Wednesday, 6 April 2011

Google Summer of Code 2011

As a reminder, Google's Summer of Code 2011 program has started and PostgreSQL is participating!  We are looking for students who are interested in hacking on pgAdmin or PostgreSQL all summer.  You only have until April 8, 2011 at midnight Pacific time to submit a proposal.

If you are a student, or know a student, or are a professor, please urge your students to participate in Summer Of Code.  Not only is it a fantastic opportunity to learn how open source code is really made, and get paid to do it, but it can also be career-building.

Read up on the PostgreSQL GSOC wiki page.

Friday, 1 April 2011

Tinkering with SQL/MED

One of the cool new features in the upcoming PostgreSQL 9.1 release is support for SQL/MED, or Management of External Data. Essentially what this allows us to do is connect external data sources to PostgreSQL and query them as if they were tables. The initial support in 9.1 will offer read-only support for foreign tables, with the ability to include qualifier pushdown - i.e, the ability to push the applicable WHERE part of the SQL query to the remote server, to minimise data transfer.
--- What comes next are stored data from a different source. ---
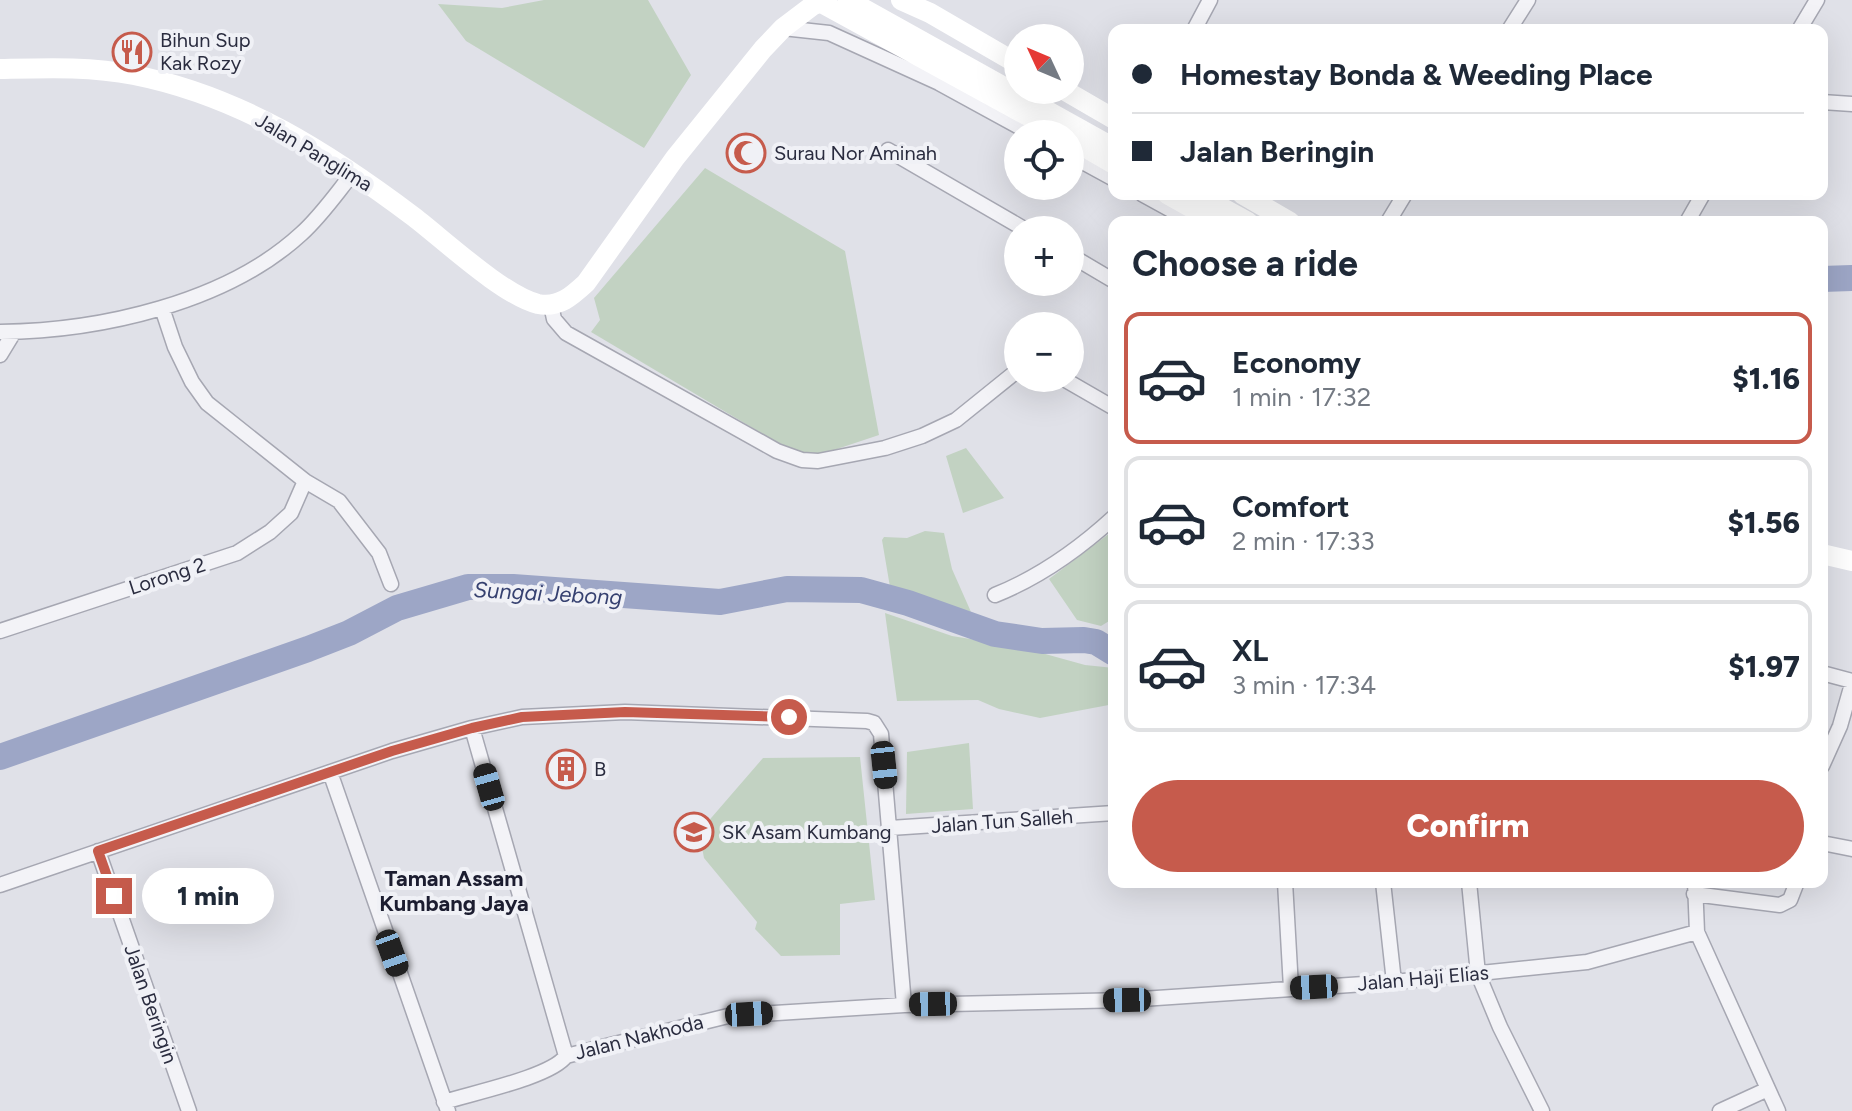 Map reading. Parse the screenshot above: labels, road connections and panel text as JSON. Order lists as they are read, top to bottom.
{
  "streets": {
    "main road": ["Jalan Panglima"],
    "street": [
      "Lorong 2",
      "Jalan Tun Salleh",
      "Jalan Haji Elias",
      "Jalan Beringin",
      "Jalan Nakhoda"
    ]
  },
  "crossings": [
    ["Jalan Haji Elias", "Jalan Nakhoda"]
  ],
  "districts": ["Taman Assam Kumbang Jaya"],
  "water": ["Sungai Jebong"],
  "places": {
    "restaurant": ["Bihun Sup Kak Rozy"],
    "mosque": ["Surau Nor Aminah"],
    "building": ["B"],
    "school or university": ["SK Asam Kumbang"]
  },
  "north": "top left",
  "page": {
    "map_buttons": ["+", "−"],
    "banner": ["Homestay Bonda & Weeding Place", "Jalan Beringin"],
    "heading": "Choose a ride",
    "list": [
      {
        "name": "Economy",
        "note": "1 min · 17:32",
        "value": "$1.16"
      },
      {
        "name": "Comfort",
        "note": "2 min · 17:33",
        "value": "$1.56"
      },
      {
        "name": "XL",
        "note": "3 min · 17:34",
        "value": "$1.97"
      }
    ],
    "buttons": "Confirm",
    "bubble": "1 min"
  }
}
This optimisation is dependent on each individual Foreign Data Wrapper (FDW) - the driver used to connect to the remote data source - which may or may not implement it.  

PostgreSQL 9.1 will ship with an FDW that allows access to files in formats that can be read by the existing COPY command, and Andrew Dunstan has been working on an FDW that will allow access to files with fixed-width data as well as one for accessing ragged CSV files.

I've been a big proponent of SQL/MED support, particularly at work, so was pleased to finally find some time to look at the work that's been done for 9.1 earlier in the week. I don't have much interest in reading external files (though clearly that is an important feature for some users) - I'm far more keen to see PostgreSQL have the ability to access the data in all those other databases you may not be able to migrate away from, or are better suited to particular workloads. So, with that in mind, I picked a NoSQL database more or less at random (though intentionally one that's a simple key/value store) and started hacking on an FDW for Redis.

The code is still pre-alpha quality, and there are a number of TODOs, including:
  • Add qual pushdown
  • Handle different Redis datatypes correctly
  • Figure out how to make Redis scans atomic (or at the least properly handle tuples that have been removed since the initial scan)
  • Handle Redis authentication
However it seems to work well (bar the known issues of course), and is looking like it will be simple to use as the basis for more complex FDWs which may well keep me amused for a while longer.

As always with Open Source, feel free to play with this if you think you might find it useful, but don't blame me if it breaks (which it likely will)!